Alles eine Frage des Blickwinkels? Ein Deutscher in der Moschee, ein Iraker im Kloster - ein Perspektivenwechsel

Trier/Konz/Himmerod · Rund Dreiviertel der Flüchtlinge, die in der Bundesrepublik Asyl suchen, sind Muslime. Auf viele Deutsche, auch auf Christen, wirkt diese Religion noch immer fremd. Doch sind das Christentum und der Islam wirklich so verschieden? TV-Redaktionsmitglied Christian Altmayer und der Iraker Ayad Abed gehen zusammen auf Spurensuche in einer der beiden Konzer Moscheen und dem Kloster Himmerod.
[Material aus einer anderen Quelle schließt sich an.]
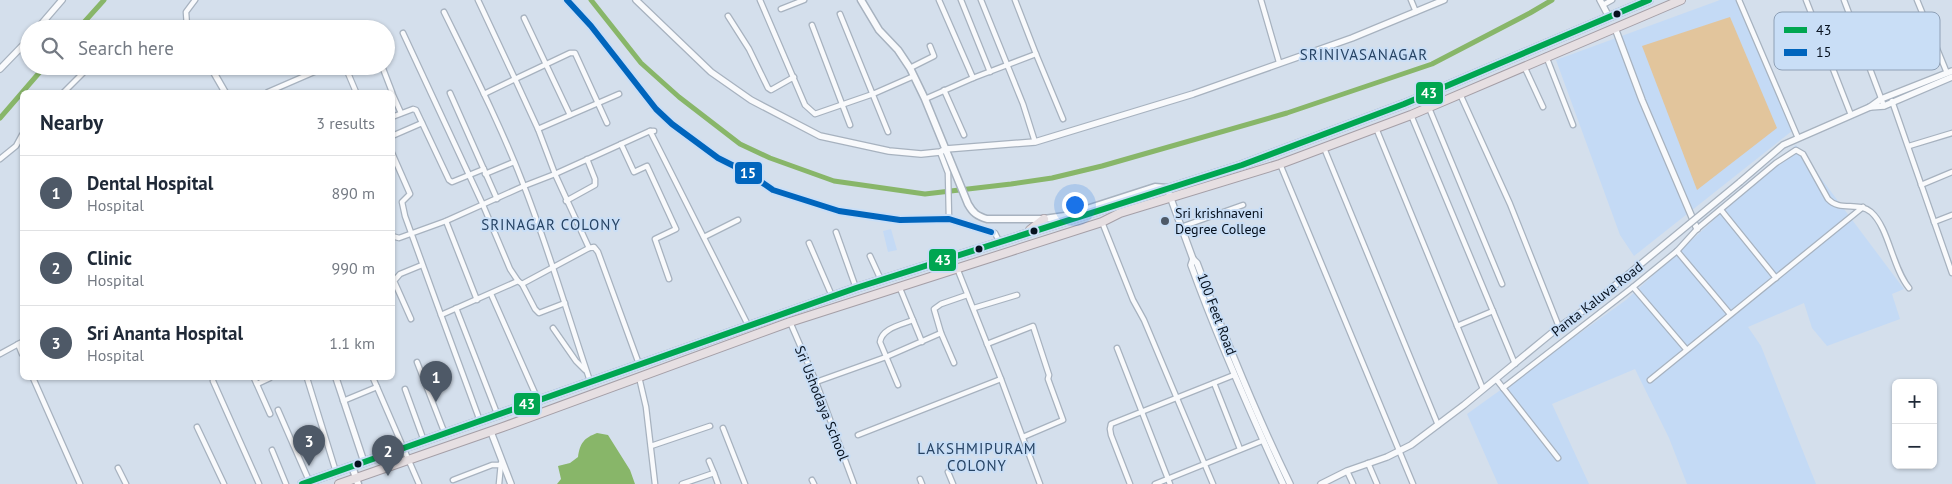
<!DOCTYPE html>
<html lang="en">
<head>
<meta charset="utf-8">
<style>
  body { margin:0; font-family:"PT Sans",sans-serif; background:#f2f2f3; color:#1f2937 }
  .controls { position:absolute; right:15px; bottom:15px; display:grid; overflow:hidden; border-radius:8px; box-shadow:0 1px 4px #0004 }
  .controls button { width:45px; height:45px; display:grid; place-items:center; padding:0; border:0; border-bottom:1px solid #e0e1e3; background:#fff; color:#1f2937; font:25px sans-serif }
  .you { position:absolute; left:1074px; top:204px; width:18px; height:18px; margin:-12px; border:4px solid #fff; border-radius:50%; background:#1a73e8; box-shadow:0 0 0 8px #1a73e833 }
  .badge { display:grid; place-items:center; width:32px; height:32px; border-radius:50%; background:#4e5967; color:#fff; font-size:16px; font-weight:700 }
  .pin { position:absolute; translate:-50% -41px; filter:drop-shadow(0 1px 2px #0008) }
  .pin::after { content:''; position:absolute; top:26px; width:18px; height:15px; background:inherit; clip-path:polygon(0 0,100% 0,50% 100%) }
  .list { margin:0; padding:0; list-style:none }
  h2 { display:flex; justify-content:space-between; align-items:center; height:65px; margin:0; padding:0 20px; font-size:21px }
  h2 small { font-size:16px; font-weight:400; color:#747a83 }
  .list li { display:grid; grid-template-columns:32px 1fr auto; gap:15px; align-items:center; box-sizing:border-box; height:75px; padding:0 20px; border-top:1px solid #e0e1e3 }
  .list b { display:block; font-size:19px; white-space:nowrap }
  .list p { margin:0; font-size:16px; white-space:nowrap; color:#747a83 }
  .list em { font-size:16px; font-style:normal; color:#747a83 }
  .icon { flex:none; width:28px; height:28px; fill:none; stroke:currentColor; stroke-width:2; stroke-linecap:round; stroke-linejoin:round }
  .map { position:relative; flex:none; width:1952px; height:484px; overflow:hidden }
  .search { position:absolute; background:#fff; box-shadow:0 1px 4px #0004; left:20px; top:20px; width:375px; height:55px; display:flex; align-items:center; gap:12px; box-sizing:border-box; padding:0 18px; border-radius:28px; color:#747a83; font-size:19px }
  .panel { position:absolute; background:#fff; box-shadow:0 1px 4px #0004; left:20px; top:90px; width:375px; height:290px; border-radius:8px }
  .map>svg:first-child { display:block }
  .built { fill:#c4daf5 }
  .green { fill:#e2c59c }
  .water { fill:#88b669 }
  .lines { fill:none; stroke-linecap:round; stroke-linejoin:round }
  .canal { stroke:#88b669; stroke-width:5 }
  .minor-casing { stroke:#a7b2bf; stroke-width:7 }
  .tertiary-casing { stroke:#a7b2bf; stroke-width:8 }
  .secondary-casing { stroke:#a7b2bf; stroke-width:9 }
  .trunk-casing { stroke:#a59fa7; stroke-width:10 }
  .minor { stroke:#f9fafc; stroke-width:4.5 }
  .tertiary { stroke:#f9fafc; stroke-width:5.5 }
  .secondary { stroke:#f9fafc; stroke-width:6 }
  .trunk { stroke:#e6dfe2; stroke-width:8 }
  .tertiary-bridge-casing { stroke:#a7b2bf; stroke-width:8; stroke-linecap:butt }
  .tertiary-bridge { stroke:#f9fafc; stroke-width:5.5 }
  .bus-1-casing { stroke:#c9def6; stroke-width:10 }
  .bus-2-casing { stroke:#c9def6; stroke-width:10 }
  .bus-1 { stroke:#00a651; stroke-width:6 }
  .bus-2 { stroke:#0065bd; stroke-width:6 }
  .bus-dot { fill:#06111f; stroke:#c9def6; stroke-width:2 }
  .poi-dot { fill:#4e5967; stroke:#c9def6; stroke-width:2 }
  .labels { text-anchor:middle; dominant-baseline:central; stroke-width:4; stroke-linejoin:round; paint-order:stroke }
  .poi-label { font-size:14px; fill:#06111f; stroke:#c9def6; text-anchor:start }
  .street-label { font-size:14px; fill:#06111f; stroke:#c9def6 }
  .neighbourhood-label { font-size:15px; letter-spacing:1px; fill:#264364; stroke:#c9def6 }
  .key { fill:#c9def6; stroke:#8ea0b6; stroke-width:1 }
  .key-label { font-size:14px; fill:#06111f }
  .line-badge { stroke:#c9def6; stroke-width:2 }
  .badge-label { font-size:14px; text-anchor:middle; font-weight:bold; fill:#fff }
</style>
</head>
<body>
<div class="map">
<svg width="1952" height="484" viewBox="0 0 1952 484">
  <rect width="100%" height="100%" fill="#d4dfec"/>
  <!-- built -->
  <g class="built">
    <path d="M1720,0h17l55,131 -158,125 -14,-21 -64,-175z"/>
    <path d="M1796,145l108,144 -12,5 8,25 -73,27 -15,-18 -8,-25 -56,24 13,19 55,138h-129l-18,-46 -34,-69 -83,35 37,80h-91l-31,-70 159,-114z"/>
    <path d="M891,229l6,21 -9,2 -5,-21z"/>
  </g>
  <!-- green -->
  <path class="green" d="M1730,17l47,111 -80,62 -55,-144z"/>
  <!-- water -->
  <path class="water" d="M597,433l11,2 22,35 5,14h-78l4,-5 -3,-13 12,-3 8,-6c2,-14 6,-19 19,-24z"/>
  <g class="lines">
    <!-- canal -->
    <g class="canal">
      <path d="M591,0l50,63 38,34 61,47 30,14 64,23 91,13 86,-10 41,-6 50,-12 185,-53 145,-49 98,-51 22,-13"/>
      <path d="M78,29l26,-29"/>
      <path d="M0,118l45,-52"/>
    </g>
    <!-- minor casing -->
    <g class="minor-casing">
      <g id="minor">
        <path d="M478,0l37,79 55,-26h5l32,70"/>
        <path d="M567,0l24,26 65,83 16,15 46,34 32,16 23,16 66,21 61,9 49,-1 46,14 4,8"/>
        <path d="M760,0l45,105 10,9 58,-20 41,-18"/>
        <path d="M939,0l34,78"/>
        <path d="M961,0l29,72"/>
        <path d="M981,0l42,104 12,38"/>
        <path d="M1261,0l18,62"/>
        <path d="M1411,0l5,12"/>
        <path d="M1739,0l59,138"/>
        <path d="M1806,0l45,115"/>
        <path d="M1844,0l40,106"/>
        <path d="M1917,0l30,73"/>
        <path d="M1603,5l9,-5"/>
        <path d="M781,9l23,-9"/>
        <path d="M444,12c28,57 57,114 80,174 25,64 44,130 66,195"/>
        <path d="M840,14l48,118"/>
        <path d="M728,16l21,33 19,39 3,2 23,-13"/>
        <path d="M524,18l46,97"/>
        <path d="M812,25l38,100"/>
        <path d="M181,29l6,-3 -1,-14 9,-12"/>
        <path d="M403,33l80,172 27,64 8,12"/>
        <path d="M1788,48l31,-14"/>
        <path d="M1036,54l27,65"/>
        <path d="M1546,56l27,69"/>
        <path d="M345,66l11,26"/>
        <path d="M382,66l10,26"/>
        <path d="M1524,66l19,41"/>
        <path d="M910,68l24,-12 -4,-10"/>
        <path d="M944,90l20,45"/>
        <path d="M64,92l26,-26"/>
        <path d="M268,92l60,-26"/>
        <path d="M392,93l9,20"/>
        <path d="M450,93l47,106"/>
        <path d="M484,94l31,-15 23,50 17,45 34,74"/>
        <path d="M1460,94l50,110 49,123"/>
        <path d="M925,99l48,-21 63,-24 -21,-54"/>
        <path d="M1892,101l60,172"/>
        <path d="M1429,108l73,176"/>
        <path d="M1411,115l104,249"/>
        <path d="M392,117l21,-8 3,1 33,70 3,2 32,-13"/>
        <path d="M1376,128l107,261"/>
        <path d="M538,129l81,-35"/>
        <path d="M650,131l98,194"/>
        <path d="M392,136l30,-13"/>
        <path d="M621,144l13,28 13,-6 29,63 -21,10 14,40"/>
        <path d="M1909,146l43,-13"/>
        <path d="M1324,148l114,277"/>
        <path d="M940,152l8,21 1,46"/>
        <path d="M392,153l18,41 -8,8 3,14 36,99"/>
        <path d="M0,159l16,-13 6,-11"/>
        <path d="M1280,164l133,320"/>
        <path d="M485,174l29,-12"/>
        <path d="M1921,185l31,-13"/>
        <path d="M566,201l29,-16v-6l-8,-20"/>
        <path d="M1721,210l55,68"/>
        <path d="M446,221l31,79"/>
        <path d="M1102,222l31,78 11,20 69,164"/>
        <path d="M1934,222l18,-7"/>
        <path d="M1181,227l62,-22"/>
        <path d="M836,232l20,56"/>
        <path d="M392,236l7,2 47,-17 78,-35 31,-12 95,-43h4"/>
        <path d="M704,237l34,-17"/>
        <path d="M809,243l23,53"/>
        <path d="M1677,251l53,63"/>
        <path d="M870,256l11,24"/>
        <path d="M957,268l44,111 39,105"/>
        <path d="M522,284l13,25 4,4 26,-10"/>
        <path d="M899,286l23,56"/>
        <path d="M1633,287l53,62"/>
        <path d="M491,294l47,106"/>
        <path d="M456,308l42,108"/>
        <path d="M974,308l43,-13"/>
        <path d="M411,319l-17,-38 6,-7 22,-9"/>
        <path d="M790,322l26,60 38,102"/>
        <path d="M1457,326l36,-15"/>
        <path d="M553,328l23,33 9,9"/>
        <path d="M18,344l4,10"/>
        <path d="M987,344l46,-18 16,49 -1,4 15,41 -40,17"/>
        <path d="M1117,348l53,136"/>
        <path d="M0,354l22,-12"/>
        <path d="M417,362l28,72"/>
        <path d="M954,363l-13,-30 -7,-24 7,-5 26,-9"/>
        <path d="M639,377l7,30 9,77"/>
        <path d="M33,378l47,106"/>
        <path d="M254,378l16,36"/>
        <path d="M307,378l29,94"/>
        <path d="M373,378l46,106"/>
        <path d="M1496,379l62,79"/>
        <path d="M1650,380l213,-173"/>
        <path d="M213,381l46,103"/>
        <path d="M816,382l70,-25 55,-24"/>
        <path d="M1214,383l26,66"/>
        <path d="M257,384l13,-6"/>
        <path d="M898,385l-18,-43c2,-14 21,-17 33,-22"/>
        <path d="M1503,388l130,-101 44,-36 20,-22 79,-66 20,-13 7,4 25,45c12,13 30,2 43,13 18,16 21,55 38,76"/>
        <path d="M405,389l19,52"/>
        <path d="M343,401l34,-14"/>
        <path d="M278,410l32,73"/>
        <path d="M480,421l-39,-106 77,-34 4,3 67,-36 5,-1 4,5 41,112"/>
        <path d="M197,427l27,57"/>
        <path d="M723,428l22,56"/>
        <path d="M858,435l143,-56"/>
        <path d="M651,446l59,-20"/>
        <path d="M272,450l14,34"/>
        <path d="M1368,463l9,21"/>
        <path d="M118,468l8,16"/>
        <path d="M1347,471l6,13"/>
        <path d="M948,472l5,12"/>
        <path d="M714,473l4,11"/>
        <path d="M920,479l2,5"/>
        <path d="M453,480l39,-15h8"/>
        <path d="M812,480l2,4"/>
        <path d="M499,484l2,-21"/>
        <path d="M682,484l32,-11 -5,-12"/>
        <path d="M1130,484l-19,-49 -1,-6 1,-5 123,-49"/>
        <path d="M1155,484l107,-43"/>
      </g>
    </g>
    <!-- tertiary casing -->
    <g class="tertiary-casing">
      <g id="tertiary">
        <path d="M636,0l75,72 40,28 69,36 69,15 32,3 19,-2 6,-3 89,-7 158,-48 159,-56 92,-38"/>
        <path d="M1600,0l9,17"/>
        <path d="M187,26l2,3"/>
        <path d="M1615,28l27,72 55,129"/>
        <path d="M37,29l25,-29"/>
        <path d="M210,66l15,26"/>
        <path d="M0,69l29,-30"/>
        <path d="M1870,107l14,-1 68,-29"/>
        <path d="M1740,182l43,-37 87,-38 11,-8 71,-28"/>
        <path d="M1167,188l26,71 4,4c28,75 58,149 93,221"/>
        <path d="M1193,259l-2,6c27,75 59,147 92,219"/>
        <path d="M336,378l28,84"/>
        <path d="M491,432l20,52"/>
        <path d="M1321,484l26,-13 40,-14 24,-12 53,-40 95,-78 31,-21"/>
      </g>
    </g>
    <!-- secondary casing -->
    <g class="secondary-casing">
      <g id="secondary">
        <path d="M861,0l18,30 19,20 12,18 15,31 43,105c5,9 9,12 19,15h57l21,-3 90,-29 12,1"/>
        <path d="M352,466l6,18"/>
      </g>
    </g>
    <!-- trunk casing -->
    <g class="trunk-casing">
      <g id="trunk">
        <path d="M1030,230l14,-11"/>
        <path d="M302,484l554,-196 386,-123 162,-61 245,-104"/>
        <path d="M339,484l164,-57 287,-105 312,-100 18,-9 160,-49 131,-49 270,-115"/>
      </g>
    </g>
    <!-- minor -->
    <use href="#minor" class="minor"/>
    <!-- tertiary -->
    <use href="#tertiary" class="tertiary"/>
    <!-- secondary -->
    <use href="#secondary" class="secondary"/>
    <!-- trunk -->
    <use href="#trunk" class="trunk"/>
    <!-- tertiary-bridge casing -->
    <g class="tertiary-bridge-casing">
      <path id="tertiary-bridge" d="M1590,306l150,-124"/>
    </g>
    <!-- tertiary-bridge -->
    <use href="#tertiary-bridge" class="tertiary-bridge"/>
    <!-- bus-1 casing -->
    <g class="bus-1-casing">
      <path id="bus-1" d="M302,484l554,-196 386,-123 162,-61 245,-104"/>
    </g>
    <!-- bus-2 casing -->
    <g class="bus-2-casing">
      <path id="bus-2" d="M567,0l24,26 65,83 16,15 46,34 32,16 23,16 66,21 61,9 49,-1 42,13"/>
    </g>
    <!-- bus-1 -->
    <use href="#bus-1" class="bus-1"/>
    <!-- bus-2 -->
    <use href="#bus-2" class="bus-2"/>
  </g>
  <!-- markers -->
  <g class="bus-dot">
    <circle cx="1617" cy="14" r="4.5"/>
    <circle cx="1034" cy="231" r="4.5"/>
    <circle cx="979" cy="249" r="4.5"/>
    <circle cx="358" cy="464" r="4.5"/>
  </g>
  <circle class="poi-dot" cx="1165" cy="221" r="5"/>
  <g class="labels">
    <!-- poi labels -->
    <g class="poi-label">
      <text x="1175" y="213">Sri krishnaveni<tspan x="1175" dy="16">Degree College</tspan></text>
    </g>
    <!-- street labels -->
    <g class="street-label">
      <text transform="translate(1597 299) rotate(-38)">Panta Kaluva Road</text>
      <text transform="translate(1217 314) rotate(69)">100 Feet Road</text>
      <text transform="translate(822 403) rotate(68)">Sri Ushodaya School</text>
    </g>
    <!-- neighbourhood labels -->
    <g class="neighbourhood-label">
      <text x="1364" y="54">SRINIVASANAGAR</text>
      <text x="551" y="224">SRINAGAR COLONY</text>
      <text x="977" y="448">LAKSHMIPURAM<tspan x="977" dy="17">COLONY</tspan></text>
    </g>
  </g>
  <!-- legend -->
  <rect x="1774" y="12" width="166" height="58" rx="8" class="key"/>
  <rect x="1784" y="27" width="23" height="6" fill="#00a651"/>
  <rect x="1784" y="49" width="23" height="7" fill="#0065bd"/>
  <g class="key-label">
    <text x="1816" y="35">43</text>
    <text x="1816" y="57">15</text>
  </g>
  <g class="line-badge">
    <rect x="1415" y="81" width="29" height="24" rx="5" fill="#00a651"/>
    <rect x="734" y="161" width="29" height="24" rx="5" fill="#0065bd"/>
    <rect x="928" y="248" width="29" height="24" rx="5" fill="#00a651"/>
    <rect x="513" y="392" width="28" height="24" rx="5" fill="#00a651"/>
  </g>
  <g class="badge-label">
    <text x="1429" y="98">43</text>
    <text x="748" y="178">15</text>
    <text x="943" y="265">43</text>
    <text x="527" y="409">43</text>
  </g>
</svg>
<div class="controls">
<button>+</button>
<button>−</button>
</div>
<div class="you"></div>
<div class="pin badge" style="left:436px;top:402px">1</div>
<div class="pin badge" style="left:388px;top:476px">2</div>
<div class="pin badge" style="left:309px;top:466px">3</div>
<div class="search"><svg class="icon" aria-label="search" viewBox="0 0 24 24"><circle cx="10" cy="10" r="6"/><path d="M15 15l6 6"/></svg>Search here</div>
<section class="panel">
<h2>Nearby<small>3 results</small></h2>
<ul class="list">
<li><span class="badge">1</span><div><b>Dental Hospital</b><p>Hospital</p></div><em>890 m</em></li>
<li><span class="badge">2</span><div><b>Clinic</b><p>Hospital</p></div><em>990 m</em></li>
<li><span class="badge">3</span><div><b>Sri Ananta Hospital</b><p>Hospital</p></div><em>1.1 km</em></li>
</ul>
</section>
</div>
</body>
</html>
Trier/Konz/Himmerod. Ein afghanischer Flüchtlingsjunge liegt auf dem Boden des Trierer Doms. Er ist so versunken in sein Gebet, dass er den Priester nicht bemerkt, der ihm zuschaut. Als er wieder die Augen öffnet und den Geistlichen sieht, erschrickt er. Doch dieser beruhigt ihn: "Wir glauben alle an denselben Gott. Zum Beten bist du hier immer willkommen!"

Diese Geschichte erzählt mir Ayad Abed bei unserem ersten Treffen. Der irakische Muslim hat sie kurz nach seiner Ankunft in Deutschland in einer Flüchtlingsunterkunft gehört.
Heute, etwa zehn Jahre später, sitzen wir zusammen, um über unsere eigene Geschichte zu sprechen. Auch sie handelt von den Gemeinsamkeiten der Religionen, aber auch von den Unterschieden. Gemeinsam haben wir Zisterzienser-Mönche im Kloster Himmerod und gläubige Muslime in der Konzer Moschee getroffen und festgestellt: Ganz so einfach wie in Ayads Erzählung ist es offenbar nicht, Christen und Muslime zusammenzuführen. Dabei scheint es allerdings nicht der Glaube selbst zu sein, der die beiden Gruppen trennt, sondern das, was die Gläubigen daraus machen.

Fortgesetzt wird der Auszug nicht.